HTTP Authentication

Basic vs Bearer, WWW-Authenticate, 401 vs 403, tokens/JWT vs sessions/cookies, and why HTTPS is non-negotiable.

HTTP authentication is the process of proving who made a request. HTTP is stateless, so every request must identify itself. When a server requires authentication for a protected resource, it responds with 401 Unauthorized and a WWW-Authenticate header naming the scheme it expects.

GET /v1/me HTTP/1.1

HTTP/1.1 401 Unauthorized
WWW-Authenticate: Bearer realm="api", error="invalid_token"

Basic vs Bearer

The two most basic Authorization schemes are Basic and Bearer. Basic sends username:password Base64-encoded. Beware: Base64 is encoding, not encryption — anyone can reverse it. So Basic must only ever run over HTTPS.

GET /v1/me HTTP/1.1
Authorization: Basic dXNlcjpwYXNzd29yZA==

GET /v1/me HTTP/1.1
Authorization: Bearer eyJhbGciOiJIUzI1NiIsInR5cCI6IkpXVCJ9...

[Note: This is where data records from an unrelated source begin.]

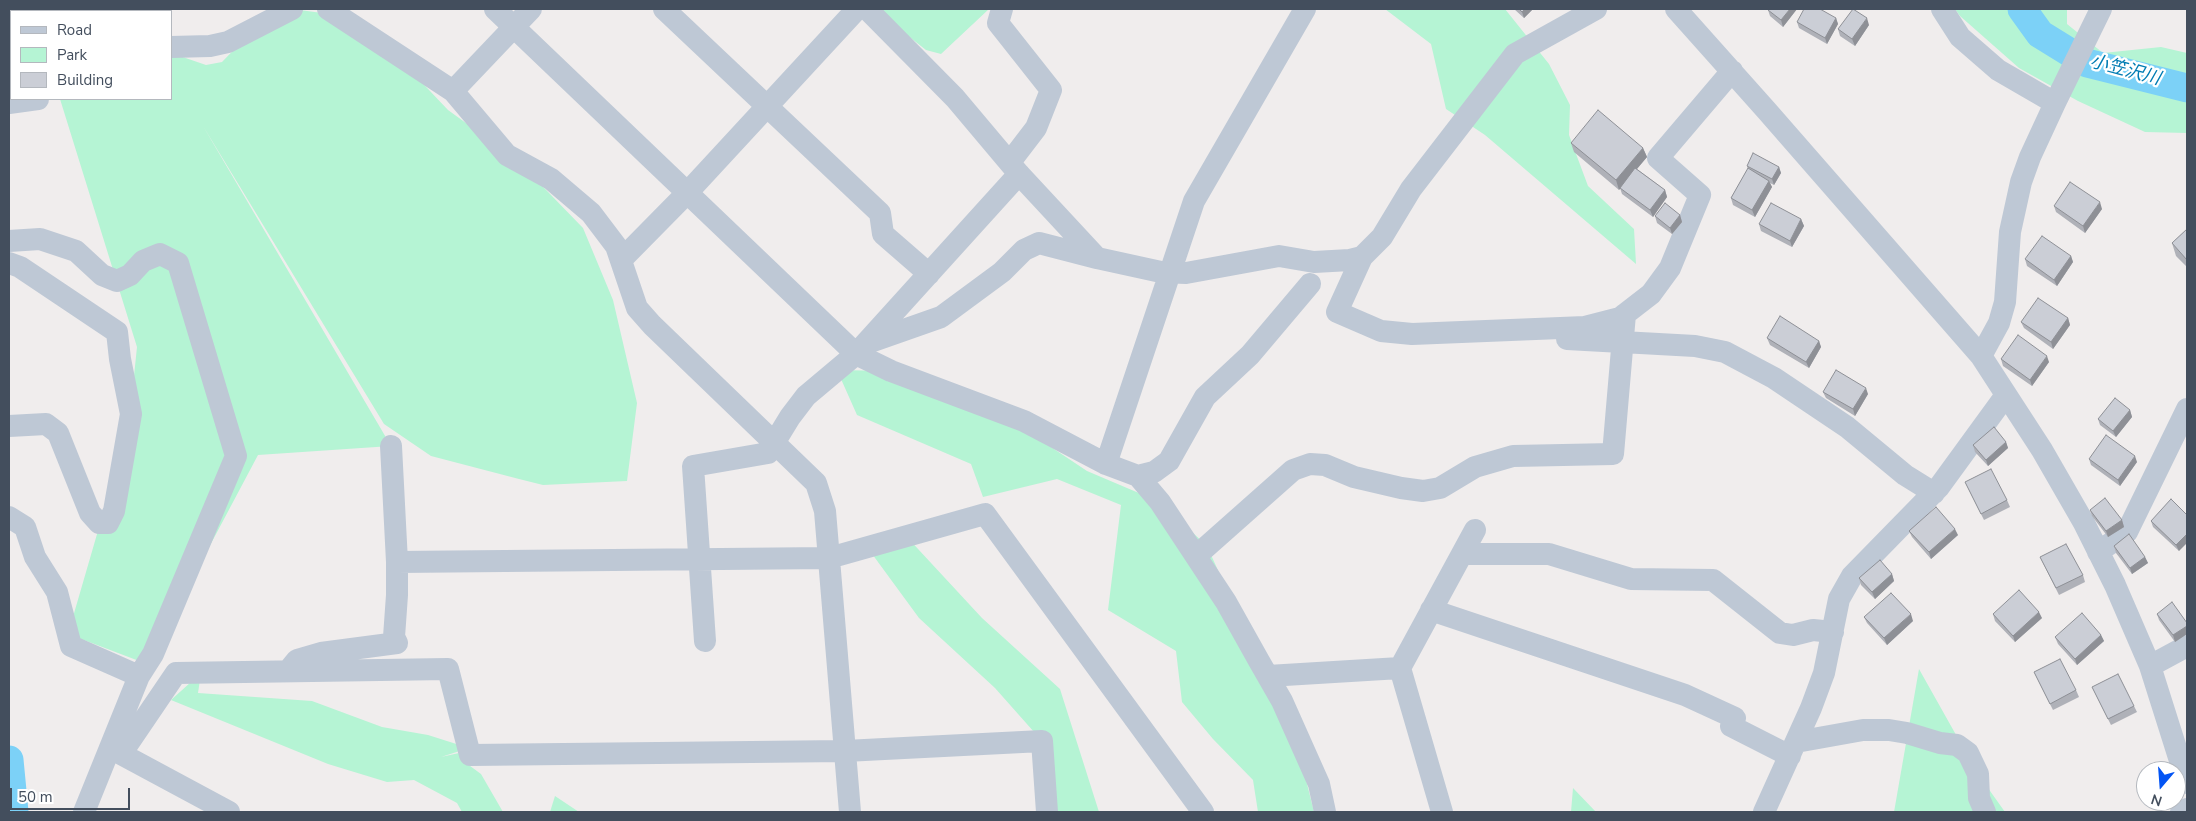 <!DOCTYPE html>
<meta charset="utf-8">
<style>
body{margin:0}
#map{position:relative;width:2196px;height:821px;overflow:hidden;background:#f0eded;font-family:"Nunito Sans",sans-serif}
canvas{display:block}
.frame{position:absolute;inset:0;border:10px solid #434e5d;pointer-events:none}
.legend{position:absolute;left:10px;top:10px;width:162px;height:90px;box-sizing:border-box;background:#fff;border:1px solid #b4b8be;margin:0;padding:6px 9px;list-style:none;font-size:15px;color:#434e5d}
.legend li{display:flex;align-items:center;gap:10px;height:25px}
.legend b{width:25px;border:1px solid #b4b8be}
.north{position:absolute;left:2136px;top:761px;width:50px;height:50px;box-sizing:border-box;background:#fff;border:1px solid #b4b8be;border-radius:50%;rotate:198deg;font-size:14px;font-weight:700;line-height:20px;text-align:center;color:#434e5d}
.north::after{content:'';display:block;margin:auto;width:18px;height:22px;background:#0354f4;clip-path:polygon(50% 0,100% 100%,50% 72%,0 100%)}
.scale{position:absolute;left:10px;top:788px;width:120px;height:22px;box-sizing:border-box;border:2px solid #434e5d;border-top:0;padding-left:6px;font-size:15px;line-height:18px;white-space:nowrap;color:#434e5d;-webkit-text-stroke:4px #fff;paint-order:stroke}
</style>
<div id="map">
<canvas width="2196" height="821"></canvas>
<div class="frame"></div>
<ul class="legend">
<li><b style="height:6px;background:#bec8d5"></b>Road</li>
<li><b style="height:14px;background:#b5f4d4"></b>Park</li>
<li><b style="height:14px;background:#cbced6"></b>Building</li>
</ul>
<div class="north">N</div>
<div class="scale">50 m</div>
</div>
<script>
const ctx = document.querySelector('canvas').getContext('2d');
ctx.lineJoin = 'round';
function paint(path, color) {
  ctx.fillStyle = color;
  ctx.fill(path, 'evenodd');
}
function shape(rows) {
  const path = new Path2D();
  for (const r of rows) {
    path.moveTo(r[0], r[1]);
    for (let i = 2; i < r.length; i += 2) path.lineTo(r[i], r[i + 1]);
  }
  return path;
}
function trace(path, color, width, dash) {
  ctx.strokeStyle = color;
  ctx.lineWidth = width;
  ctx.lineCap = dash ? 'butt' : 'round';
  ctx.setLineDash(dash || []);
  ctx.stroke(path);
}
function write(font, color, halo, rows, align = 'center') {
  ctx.font = font + ' "Nunito Sans","Noto Sans JP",sans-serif';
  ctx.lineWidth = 4.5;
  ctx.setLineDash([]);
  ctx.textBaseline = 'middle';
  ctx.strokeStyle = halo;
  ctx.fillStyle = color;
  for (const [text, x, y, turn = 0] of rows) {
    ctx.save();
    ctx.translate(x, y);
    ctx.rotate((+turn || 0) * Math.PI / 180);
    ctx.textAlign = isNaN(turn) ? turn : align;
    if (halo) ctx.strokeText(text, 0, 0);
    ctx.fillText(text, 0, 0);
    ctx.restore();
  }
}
paint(shape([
 [9,9,79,9,82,11,11,11,11,99,9,103],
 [292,9,337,15,392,51,448,110,517,160,583,228,613,300,637,403,627,481,543,485,519,479,431,456,384,424,203,126,391,446,258,455,147,664,68,634,129,424,137,347,60,99,171,99,171,53,206,65,222,62,254,29],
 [874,9,989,9,941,54,926,50],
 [1385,9,1505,9,1549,64,1570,105,1569,135,1588,186,1634,229,1636,264,1485,135,1446,109,1431,44],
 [1955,9,2067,9,2067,24,2103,53,2161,47,2187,53,2187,133,2145,132,2078,101,2019,68,1960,16],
 [837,370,891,371,997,411,1087,471,1160,502,1207,546,1259,661,1293,727,1314,812,1258,812,1253,780,1213,739,1182,702,1176,651,1108,610,1121,505,1057,479,983,497,971,464,857,415],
 [906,536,982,618,1060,689,1099,812,1047,812,1042,741,995,688,919,618,867,547],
 [1919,669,1978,774,2005,812,1894,812],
 [201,673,198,693,312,701,382,727,428,735,469,748,441,757,468,751,466,763,481,774,503,812,462,812,457,803,414,780,387,782,328,764,171,700],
 [1573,788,1596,812,1571,812],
 [555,796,579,812,550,812]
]), '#b5f4d4');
trace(shape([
 [2022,9,2040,34,2087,63,2187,88],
 [9,760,14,812]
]), '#7cd1f7', 29);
trace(shape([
 [45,9,48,11],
 [328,9,453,91,507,155,551,179,591,213,616,246,637,308,652,325,816,483,825,511,850,812],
 [495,9,856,354,891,371,1024,421,1106,464,1138,476,1160,502,1226,602,1259,661,1282,701,1319,784,1325,812],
 [664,9,880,213,883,234,929,274],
 [867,9,955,98,1019,174,1097,258,1161,272,1186,273,1279,256,1314,262,1350,260,1362,257,1382,237,1411,189,1515,54,1596,9],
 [1002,9,998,23,1051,90,1036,128,1010,162],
 [1676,9,1767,111,1981,356,2042,450,2084,523,2115,585,2150,666,2187,783],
 [1942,9,1960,37,1998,70,2055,103],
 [87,11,88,9],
 [171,47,210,46,228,42,292,9],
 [453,91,531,9],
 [9,103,38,99],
 [9,241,40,239,76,251,102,275,117,281,130,275,143,261,160,254,178,263,236,456,153,654,139,676,84,812],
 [1362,257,1337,312,1381,331,1412,334,1585,327,1620,318,1651,294,1670,268,1700,195,1658,158,1732,71],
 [621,260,687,193,857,9],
 [9,263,20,267,117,332,120,359,131,414,114,511,108,523,99,523,90,513,58,433,46,424,9,426],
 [1567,339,1695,346,1725,352,1774,378,1847,427,1905,475,1934,493],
 [867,343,941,317,1002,272,1024,250,1039,243,1097,258],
 [1981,356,1999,323,2005,302,2010,232,2021,182,2030,157,2055,103,2101,9],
 [1106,464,1194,201,1305,9],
 [1138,476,1154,472,1169,461,1205,397,1250,355,1310,284],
 [9,517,25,527,35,557,57,592,71,646,139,676],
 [2098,552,2127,532,2187,409],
 [1463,554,1549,554,1631,579,1713,580,1780,633,1793,635,1813,630,1833,632],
 [1196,556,1293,470,1310,464,1325,465,1354,477,1401,488,1423,491,1440,488,1475,467,1513,456,1613,454,1625,314],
 [397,562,829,558,985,514,1203,812],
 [1431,610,1685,695,1735,718,1731,726,1790,756],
 [705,641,693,466,768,453,790,417,806,396,856,354,1019,174],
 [2150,666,2187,646],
 [1400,668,1442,812],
 [288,671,297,660,321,653,397,643,394,637,397,595,397,562,391,446],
 [1268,676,1400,668,1475,530],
 [1796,742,1863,730,1889,730,1907,733,1940,743,1957,745,1968,753,1978,774,1979,798,1985,812],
 [110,748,229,812],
 [121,754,176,673,448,669,470,755,845,751,1042,741,1047,812],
 [1764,812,1811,708,1824,673,1839,599,1852,576,1939,487,2006,395],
 [2181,812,2187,809]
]), '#bec8d5', 22);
paint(shape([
 [1514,9,1533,9,1524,18],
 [1797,9,1783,27,1770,16,1768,10],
 [1836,18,1838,24,1827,44,1799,28,1797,22],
 [1869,25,1855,46,1840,36,1838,29],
 [1571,143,1643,148,1647,157,1637,169,1665,190,1667,197,1653,217,1622,194,1620,188,1619,190,1574,152],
 [1747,166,1779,167,1781,173,1774,185,1770,183,1772,187,1755,217,1733,205,1731,198,1748,168],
 [2054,206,2102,209,2085,233,2056,212],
 [1680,215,1682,222,1672,234,1657,223,1655,216],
 [1801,219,1804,226,1792,247,1761,231,1759,224],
 [2187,229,2187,267,2176,256,2172,243],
 [2071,256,2073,262,2057,286,2027,266,2025,259],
 [2068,318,2070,325,2053,349,2024,328,2021,322],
 [1767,338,1819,341,1821,347,1809,368,1770,345],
 [2001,359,2049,362,2032,386,2003,366],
 [1823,392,1868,394,1855,416,1826,398],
 [2130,410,2132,417,2116,437,2100,425,2098,419],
 [2006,442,2008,448,1988,466,1975,452,1973,445],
 [2089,459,2137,462,2120,486,2091,465],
 [1965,482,2007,500,2010,507,1984,520],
 [2090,510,2122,520,2124,527,2108,537,2092,516],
 [2187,515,2179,551,2153,527,2151,521],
 [1909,531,1958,535,1931,559,1912,537],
 [2114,546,2145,557,2148,563,2132,574,2116,553],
 [2040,557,2083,575,2085,582,2059,595],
 [1892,574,1894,581,1875,599,1861,585,1859,578],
 [1993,614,2042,618,2015,642,1995,621],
 [2157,614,2187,623,2187,634,2175,642,2159,620],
 [1864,617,1913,621,1887,645,1867,623],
 [2101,635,2104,641,2077,665,2058,644,2055,637],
 [2034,672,2076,690,2079,697,2053,710],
 [2092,687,2134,706,2137,712,2111,725]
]), '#afb1b8');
paint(shape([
 [1525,9,1533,9,1524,18,1522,12],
 [1790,9,1797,9,1783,27,1781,20],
 [1836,18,1838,24,1827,44,1825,38],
 [1867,18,1869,25,1855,46,1852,39],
 [1643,148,1647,157,1619,190,1616,180],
 [1779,167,1781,173,1774,185,1772,179],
 [1769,181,1772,187,1755,217,1752,210],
 [1665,190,1667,197,1653,217,1650,210],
 [2100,202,2102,209,2085,233,2083,226],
 [1680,215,1682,222,1672,234,1670,228],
 [1801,219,1804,226,1792,247,1790,241],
 [2071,256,2073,262,2057,286,2054,280],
 [2068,318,2070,325,2053,349,2051,342],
 [1819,341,1821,347,1809,368,1806,362],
 [2047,356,2049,362,2032,386,2030,380],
 [1866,388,1868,394,1855,416,1853,409],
 [2130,410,2132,417,2116,437,2113,431],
 [2006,442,2008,448,1988,466,1986,460],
 [2135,456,2137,462,2120,486,2118,480],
 [2122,520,2124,527,2108,537,2106,531],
 [1955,529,1958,535,1931,559,1929,552],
 [2187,534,2187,543,2179,551,2176,545],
 [2145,557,2148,563,2132,574,2130,568],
 [1892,574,1894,581,1875,599,1872,592],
 [2039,612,2042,618,2015,642,2013,636],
 [1911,614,1913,621,1887,645,1884,638],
 [2187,626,2187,634,2175,642,2173,635],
 [2101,635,2104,641,2077,665,2075,659]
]), '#8e9096');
const building = shape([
 [1519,9,1525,9,1522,12,1519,9],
 [1769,9,1790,9,1781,20,1768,10,1769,9],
 [1804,9,1820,9,1836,18,1825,38,1797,22,1804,9],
 [1853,9,1867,18,1852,39,1838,29,1853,9],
 [1598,110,1643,148,1616,180,1571,143,1598,110],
 [1753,153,1779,167,1772,179,1747,166,1753,153],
 [1635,168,1665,190,1650,210,1620,188,1635,168],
 [1748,168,1769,181,1752,210,1731,198,1748,168],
 [2070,182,2100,202,2083,226,2054,206,2070,182],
 [1665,203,1680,215,1670,228,1655,216,1665,203],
 [1771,203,1801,219,1790,241,1759,224,1771,203],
 [2187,229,2187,260,2172,243,2187,229],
 [2042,236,2071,256,2054,280,2025,259,2042,236],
 [2038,298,2068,318,2051,342,2021,322,2038,298],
 [1780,316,1819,341,1806,362,1767,338,1780,316],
 [2018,335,2047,356,2030,380,2001,359,2018,335],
 [1836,370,1866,388,1853,409,1823,392,1836,370],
 [2115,398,2130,410,2113,431,2098,419,2115,398],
 [1994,427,2006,442,1986,460,1973,445,1994,427],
 [2106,435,2135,456,2118,480,2089,459,2106,435],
 [1991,469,2007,500,1981,514,1965,482,1991,469],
 [2105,498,2122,520,2106,531,2090,510,2105,498],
 [2171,499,2187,515,2187,534,2176,545,2151,521,2171,499],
 [1936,507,1955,529,1929,552,1909,531,1936,507],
 [2129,534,2145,557,2130,568,2114,546,2129,534],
 [2066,544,2083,575,2056,588,2040,557,2066,544],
 [1880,560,1892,574,1872,592,1859,578,1880,560],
 [2019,590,2039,612,2013,636,1993,614,2019,590],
 [1891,593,1911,614,1884,638,1864,617,1891,593],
 [2172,602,2187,623,2187,626,2173,635,2157,614,2172,602],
 [2082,613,2101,635,2075,659,2055,637,2082,613],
 [2060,659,2076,690,2050,704,2034,672,2060,659],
 [2118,674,2134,706,2108,719,2092,687,2118,674]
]);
paint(building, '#cbced6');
trace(building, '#8e9096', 1);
write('italic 18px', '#007cb3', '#fff', [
 ["小笠沢川",2125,71,15]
]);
</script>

Bearer means 'grant access to whoever bears this token.' You send a previously issued token (usually an OAuth 2.0 access token or a JWT) as-is. Possession of the token is sufficient, so a leaked token is immediately abusable. That's why Bearer also requires HTTPS, and tokens should carry short expirations.

401 vs 403

This is the most commonly confused pair. Despite its name, 401 Unauthorized means an authentication failure — 'I don't know who you are; present credentials.' 403 Forbidden means 'you're authenticated and I know who you are, but you lack authorization for this action.' Logged in but hitting an admin-only page → 403. Not logged in, or an expired token → 401.

Tokens/JWT vs sessions/cookies

There are two broad families for keeping someone authenticated across requests.

When you use cookies, the security attributes matter. HttpOnly blocks JavaScript access and protects the token from XSS; Secure restricts it to HTTPS; SameSite mitigates CSRF. Storing a Bearer token in the browser's localStorage is XSS-exposed, so an HttpOnly cookie is often the safer choice.

Why HTTPS is required

Whether Basic or Bearer, credentials and tokens travel in request headers essentially in the clear. Sent without HTTPS, an attacker on the same network can sniff and reuse them to take over the account. Every form of authentication must therefore run over TLS (HTTPS) — not optional, but a minimum requirement.